- [WORK TO BE COMPLETED]: Write out again the entries from the first line to the line that includes "For a GIS import: Give", keeping both of those lines.

++++

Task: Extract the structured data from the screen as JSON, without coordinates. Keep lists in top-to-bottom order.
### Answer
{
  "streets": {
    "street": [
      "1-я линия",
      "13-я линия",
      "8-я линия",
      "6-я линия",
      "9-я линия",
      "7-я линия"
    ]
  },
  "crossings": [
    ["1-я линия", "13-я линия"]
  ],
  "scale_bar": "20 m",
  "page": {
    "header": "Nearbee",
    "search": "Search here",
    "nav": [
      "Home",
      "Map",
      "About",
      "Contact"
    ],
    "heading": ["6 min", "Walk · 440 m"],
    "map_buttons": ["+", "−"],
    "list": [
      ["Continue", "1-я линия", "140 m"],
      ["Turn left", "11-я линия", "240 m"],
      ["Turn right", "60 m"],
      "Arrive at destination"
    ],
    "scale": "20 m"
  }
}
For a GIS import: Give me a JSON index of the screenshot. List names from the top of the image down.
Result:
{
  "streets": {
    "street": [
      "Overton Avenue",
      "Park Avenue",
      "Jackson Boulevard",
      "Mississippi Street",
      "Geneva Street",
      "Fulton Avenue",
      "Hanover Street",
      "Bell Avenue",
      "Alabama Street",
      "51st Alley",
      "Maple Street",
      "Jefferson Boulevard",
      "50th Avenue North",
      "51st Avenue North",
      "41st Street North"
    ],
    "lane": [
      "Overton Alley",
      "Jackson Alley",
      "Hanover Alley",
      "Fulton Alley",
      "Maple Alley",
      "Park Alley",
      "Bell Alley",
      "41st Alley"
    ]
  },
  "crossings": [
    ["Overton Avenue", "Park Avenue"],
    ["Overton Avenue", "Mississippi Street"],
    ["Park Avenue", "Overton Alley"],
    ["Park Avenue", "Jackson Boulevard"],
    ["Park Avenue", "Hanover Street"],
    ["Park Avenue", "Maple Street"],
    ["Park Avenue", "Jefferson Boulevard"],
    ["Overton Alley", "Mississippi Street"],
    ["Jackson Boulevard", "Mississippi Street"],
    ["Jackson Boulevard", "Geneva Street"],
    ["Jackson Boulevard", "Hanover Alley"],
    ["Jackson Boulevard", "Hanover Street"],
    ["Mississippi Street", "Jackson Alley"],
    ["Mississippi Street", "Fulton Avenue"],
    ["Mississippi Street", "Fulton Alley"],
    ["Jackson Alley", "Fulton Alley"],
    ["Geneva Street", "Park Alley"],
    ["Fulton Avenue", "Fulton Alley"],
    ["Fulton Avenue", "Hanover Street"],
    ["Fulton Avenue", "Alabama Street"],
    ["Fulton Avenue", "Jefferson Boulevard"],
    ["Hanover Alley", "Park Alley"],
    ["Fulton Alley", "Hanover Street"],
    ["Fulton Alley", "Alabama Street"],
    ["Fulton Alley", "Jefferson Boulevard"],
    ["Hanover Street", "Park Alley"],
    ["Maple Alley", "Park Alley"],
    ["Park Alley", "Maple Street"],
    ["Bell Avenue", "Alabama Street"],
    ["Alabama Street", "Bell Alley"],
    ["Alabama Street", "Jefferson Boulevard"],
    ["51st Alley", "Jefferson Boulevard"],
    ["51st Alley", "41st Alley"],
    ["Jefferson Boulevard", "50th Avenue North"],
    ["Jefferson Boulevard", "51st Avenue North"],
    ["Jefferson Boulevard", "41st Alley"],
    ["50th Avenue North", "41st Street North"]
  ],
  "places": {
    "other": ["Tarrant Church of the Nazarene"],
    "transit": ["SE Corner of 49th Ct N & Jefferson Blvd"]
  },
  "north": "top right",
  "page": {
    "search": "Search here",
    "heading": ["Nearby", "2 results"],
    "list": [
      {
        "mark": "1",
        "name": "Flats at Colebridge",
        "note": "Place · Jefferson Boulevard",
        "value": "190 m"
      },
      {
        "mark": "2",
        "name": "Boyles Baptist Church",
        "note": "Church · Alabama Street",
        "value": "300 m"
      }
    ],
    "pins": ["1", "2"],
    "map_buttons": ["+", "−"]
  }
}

++++

- [SOLUTION TO THE EXERCISE]:
Task: Extract the structured data from the screen as JSON, without coordinates. Keep lists in top-to-bottom order.
### Answer
{
  "streets": {
    "street": [
      "1-я линия",
      "13-я линия",
      "8-я линия",
      "6-я линия",
      "9-я линия",
      "7-я линия"
    ]
  },
  "crossings": [
    ["1-я линия", "13-я линия"]
  ],
  "scale_bar": "20 m",
  "page": {
    "header": "Nearbee",
    "search": "Search here",
    "nav": [
      "Home",
      "Map",
      "About",
      "Contact"
    ],
    "heading": ["6 min", "Walk · 440 m"],
    "map_buttons": ["+", "−"],
    "list": [
      ["Continue", "1-я линия", "140 m"],
      ["Turn left", "11-я линия", "240 m"],
      ["Turn right", "60 m"],
      "Arrive at destination"
    ],
    "scale": "20 m"
  }
}
For a GIS import: Give me a JSON index of the screenshot. List names from the top of the image down.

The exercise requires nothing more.